- Task to complete
Skip the pictures and repeat each line of the data exactly.

--- Dataset content Enclosed Below ---

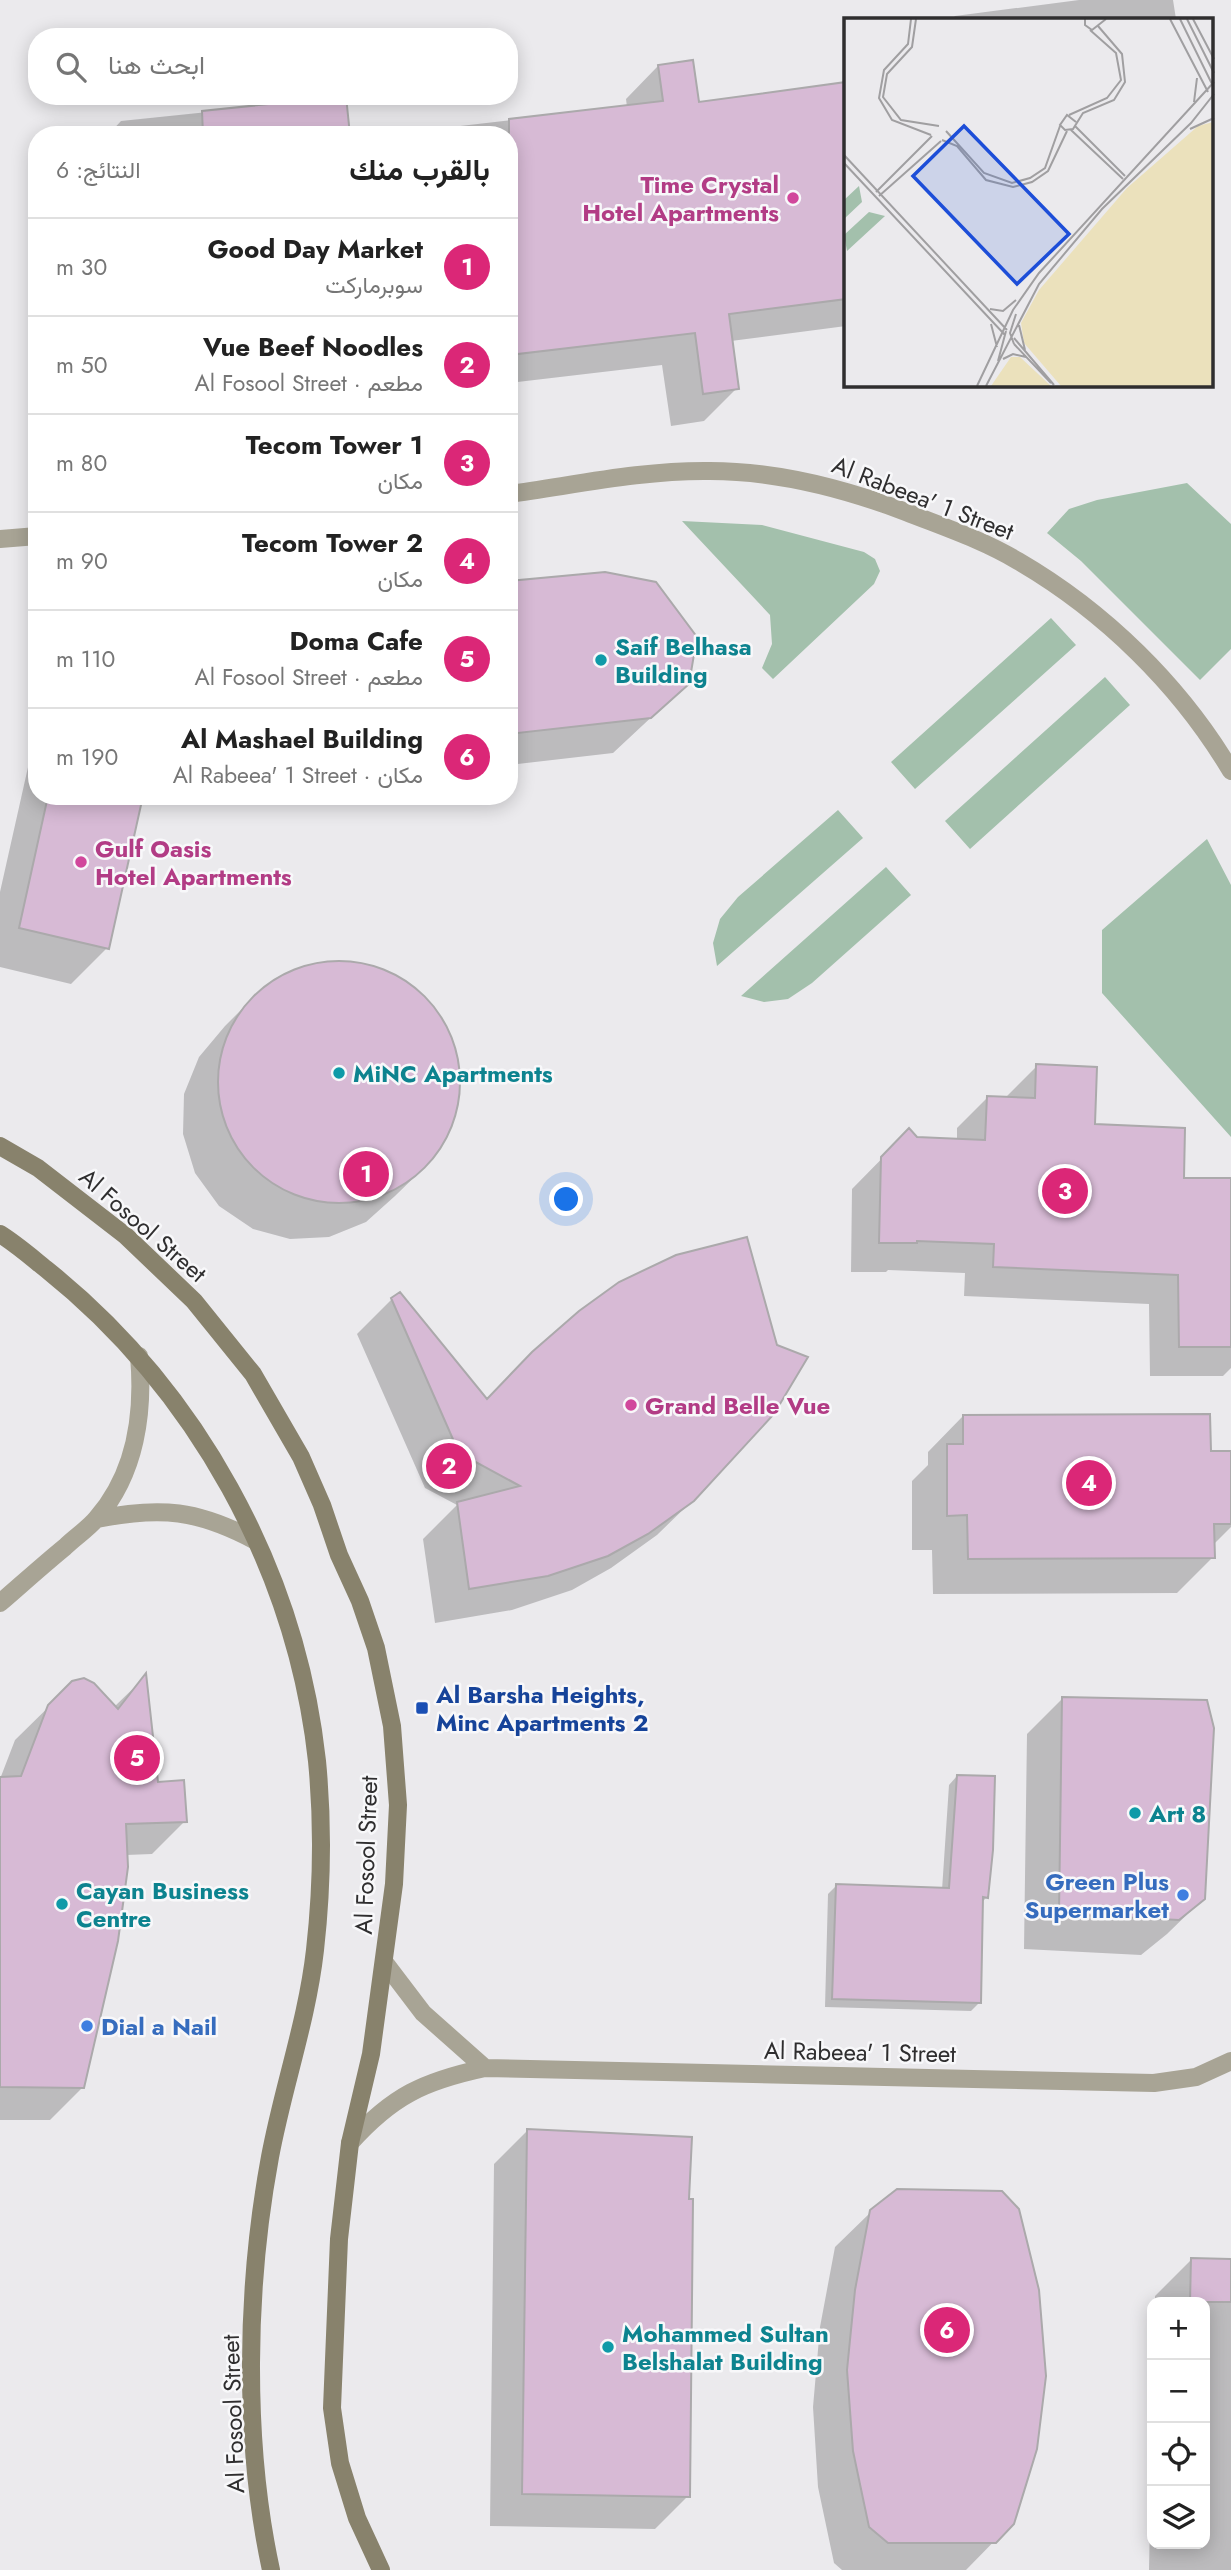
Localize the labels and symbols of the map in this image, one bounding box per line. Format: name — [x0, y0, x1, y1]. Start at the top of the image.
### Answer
inset map — [844, 18, 1214, 387]
place label: Time Crystal Hotel Apartments — [582, 167, 779, 230]
marker: Time Crystal Hotel Apartments — [785, 190, 801, 206]
street label: Al Rabeea' 1 Street — [827, 447, 1019, 549]
place label: Saif Belhasa Building — [615, 629, 752, 692]
marker: Saif Belhasa Building — [593, 652, 609, 668]
place label: Gulf Oasis Hotel Apartments — [95, 831, 292, 894]
marker: Gulf Oasis Hotel Apartments — [73, 854, 89, 870]
place label: MiNC Apartments — [353, 1056, 553, 1091]
marker: MiNC Apartments — [331, 1065, 347, 1081]
pin: 1 — [343, 1148, 389, 1200]
street label: Al Fosool Street — [72, 1160, 215, 1290]
pin: 3 — [1042, 1165, 1088, 1217]
your location — [549, 1182, 583, 1216]
place label: Grand Belle Vue — [645, 1388, 830, 1423]
marker: Grand Belle Vue — [623, 1397, 639, 1413]
pin: 2 — [426, 1440, 472, 1492]
pin: 4 — [1066, 1457, 1112, 1509]
place label: Al Barsha Heights, Minc Apartments 2 — [435, 1677, 649, 1740]
marker: Al Barsha Heights, Minc Apartments 2 — [414, 1700, 430, 1716]
pin: 5 — [114, 1732, 160, 1784]
street label: Al Fosool Street — [346, 1775, 386, 1935]
place label: Art 8 — [1148, 1796, 1206, 1831]
marker: Art 8 — [1127, 1805, 1143, 1821]
place label: Green Plus Supermarket — [1024, 1864, 1169, 1927]
place label: Cayan Business Centre — [76, 1873, 249, 1936]
marker: Green Plus Supermarket — [1175, 1887, 1191, 1903]
marker: Cayan Business Centre — [54, 1896, 70, 1912]
place label: Dial a Nail — [101, 2009, 217, 2044]
marker: Dial a Nail — [79, 2018, 95, 2034]
street label: Al Rabeea' 1 Street — [764, 2033, 957, 2071]
pin: 6 — [924, 2304, 970, 2356]
place label: Mohammed Sultan Belshalat Building — [622, 2316, 829, 2379]
street label: Al Fosool Street — [213, 2334, 253, 2494]
marker: Mohammed Sultan Belshalat Building — [600, 2339, 616, 2355]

--- End of Enclosed Dataset content ---

- Answer for the task
Localize the labels and symbols of the map in this image, one bounding box per line. Format: name — [x0, y0, x1, y1]. Start at the top of the image.
### Answer
inset map — [844, 18, 1214, 387]
place label: Time Crystal Hotel Apartments — [582, 167, 779, 230]
marker: Time Crystal Hotel Apartments — [785, 190, 801, 206]
street label: Al Rabeea' 1 Street — [827, 447, 1019, 549]
place label: Saif Belhasa Building — [615, 629, 752, 692]
marker: Saif Belhasa Building — [593, 652, 609, 668]
place label: Gulf Oasis Hotel Apartments — [95, 831, 292, 894]
marker: Gulf Oasis Hotel Apartments — [73, 854, 89, 870]
place label: MiNC Apartments — [353, 1056, 553, 1091]
marker: MiNC Apartments — [331, 1065, 347, 1081]
pin: 1 — [343, 1148, 389, 1200]
street label: Al Fosool Street — [72, 1160, 215, 1290]
pin: 3 — [1042, 1165, 1088, 1217]
your location — [549, 1182, 583, 1216]
place label: Grand Belle Vue — [645, 1388, 830, 1423]
marker: Grand Belle Vue — [623, 1397, 639, 1413]
pin: 2 — [426, 1440, 472, 1492]
pin: 4 — [1066, 1457, 1112, 1509]
place label: Al Barsha Heights, Minc Apartments 2 — [435, 1677, 649, 1740]
marker: Al Barsha Heights, Minc Apartments 2 — [414, 1700, 430, 1716]
pin: 5 — [114, 1732, 160, 1784]
street label: Al Fosool Street — [346, 1775, 386, 1935]
place label: Art 8 — [1148, 1796, 1206, 1831]
marker: Art 8 — [1127, 1805, 1143, 1821]
place label: Green Plus Supermarket — [1024, 1864, 1169, 1927]
place label: Cayan Business Centre — [76, 1873, 249, 1936]
marker: Green Plus Supermarket — [1175, 1887, 1191, 1903]
marker: Cayan Business Centre — [54, 1896, 70, 1912]
place label: Dial a Nail — [101, 2009, 217, 2044]
marker: Dial a Nail — [79, 2018, 95, 2034]
street label: Al Rabeea' 1 Street — [764, 2033, 957, 2071]
pin: 6 — [924, 2304, 970, 2356]
place label: Mohammed Sultan Belshalat Building — [622, 2316, 829, 2379]
street label: Al Fosool Street — [213, 2334, 253, 2494]
marker: Mohammed Sultan Belshalat Building — [600, 2339, 616, 2355]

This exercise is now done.